Pero no somos un público previsible. Podemos tanto aplaudir como abuchear. Aclamar
de pie o retirarnos en elocuente despectivo desapruebo. Como el Monstruo de Viña del Mar. Podemos decidir que el protagónico pase a
otro. Aun siendo los menos importantes,
los que no estamos sobre el escenario ni figuramos con luces en la marquesina
ni en letra de molde en Playbill,
somos parte esencial del espectáculo.
Sin público no hay show.
Los testigos, como los que miran eso que si no fuera visto no
existiría, tenemos un rol específico en el libreto de la historia. Vemos, consideramos, recordamos.
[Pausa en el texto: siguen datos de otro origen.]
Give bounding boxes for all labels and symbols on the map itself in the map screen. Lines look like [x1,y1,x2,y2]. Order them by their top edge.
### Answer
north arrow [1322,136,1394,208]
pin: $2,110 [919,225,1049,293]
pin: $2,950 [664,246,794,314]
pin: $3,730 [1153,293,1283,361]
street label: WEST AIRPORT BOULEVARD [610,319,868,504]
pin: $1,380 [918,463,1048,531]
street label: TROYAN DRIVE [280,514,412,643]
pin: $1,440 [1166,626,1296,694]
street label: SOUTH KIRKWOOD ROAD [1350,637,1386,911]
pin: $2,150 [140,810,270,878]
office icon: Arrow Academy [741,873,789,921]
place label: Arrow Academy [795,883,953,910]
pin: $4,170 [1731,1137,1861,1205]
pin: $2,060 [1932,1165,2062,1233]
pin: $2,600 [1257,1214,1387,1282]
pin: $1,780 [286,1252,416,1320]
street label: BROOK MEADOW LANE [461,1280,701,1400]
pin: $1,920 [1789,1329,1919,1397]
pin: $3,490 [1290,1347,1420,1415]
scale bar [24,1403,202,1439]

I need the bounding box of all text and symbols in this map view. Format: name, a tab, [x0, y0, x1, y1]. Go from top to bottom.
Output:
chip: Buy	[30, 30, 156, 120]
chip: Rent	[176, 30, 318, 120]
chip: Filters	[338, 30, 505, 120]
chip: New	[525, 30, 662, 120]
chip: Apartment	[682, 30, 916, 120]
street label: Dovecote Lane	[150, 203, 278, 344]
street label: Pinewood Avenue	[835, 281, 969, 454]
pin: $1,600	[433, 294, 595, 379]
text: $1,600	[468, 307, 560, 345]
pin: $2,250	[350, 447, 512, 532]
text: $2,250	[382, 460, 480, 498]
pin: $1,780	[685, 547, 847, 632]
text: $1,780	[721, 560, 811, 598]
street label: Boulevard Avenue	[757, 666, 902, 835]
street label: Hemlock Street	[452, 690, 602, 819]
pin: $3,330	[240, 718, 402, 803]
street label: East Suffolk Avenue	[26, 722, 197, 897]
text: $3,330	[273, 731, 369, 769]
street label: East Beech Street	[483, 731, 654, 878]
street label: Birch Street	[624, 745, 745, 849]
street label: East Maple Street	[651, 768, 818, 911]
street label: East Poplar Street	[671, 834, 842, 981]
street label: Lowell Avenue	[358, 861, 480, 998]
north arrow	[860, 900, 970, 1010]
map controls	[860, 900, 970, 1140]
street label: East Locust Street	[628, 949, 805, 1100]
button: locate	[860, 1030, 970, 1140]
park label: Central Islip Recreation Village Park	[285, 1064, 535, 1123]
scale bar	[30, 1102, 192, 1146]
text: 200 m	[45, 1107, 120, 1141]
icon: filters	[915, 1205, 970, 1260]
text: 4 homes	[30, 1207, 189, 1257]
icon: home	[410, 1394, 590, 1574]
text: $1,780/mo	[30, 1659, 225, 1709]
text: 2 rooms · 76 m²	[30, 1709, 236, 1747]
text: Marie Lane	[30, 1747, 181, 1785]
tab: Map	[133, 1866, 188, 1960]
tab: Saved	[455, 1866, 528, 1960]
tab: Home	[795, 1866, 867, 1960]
Somos la voz para el tiempo que vendrá y que carecerá de piedad. Solemos comportarnos apacibles, somos por
definición tranquilos, expectantes,
espectadores. Pero no estamos al margen, no somos
prescindibles. Sin nosotros no existen
ellos. Simbióticos. Como un liquen.
¿Por qué los políticos y los factores de poder suelen
olvidarse de nosotros? Porque somos
parte de la escenografía. Sólo registran
nuestra ausencia cuando nos salimos y dejamos de darles soporte. Entonces caen al vacío.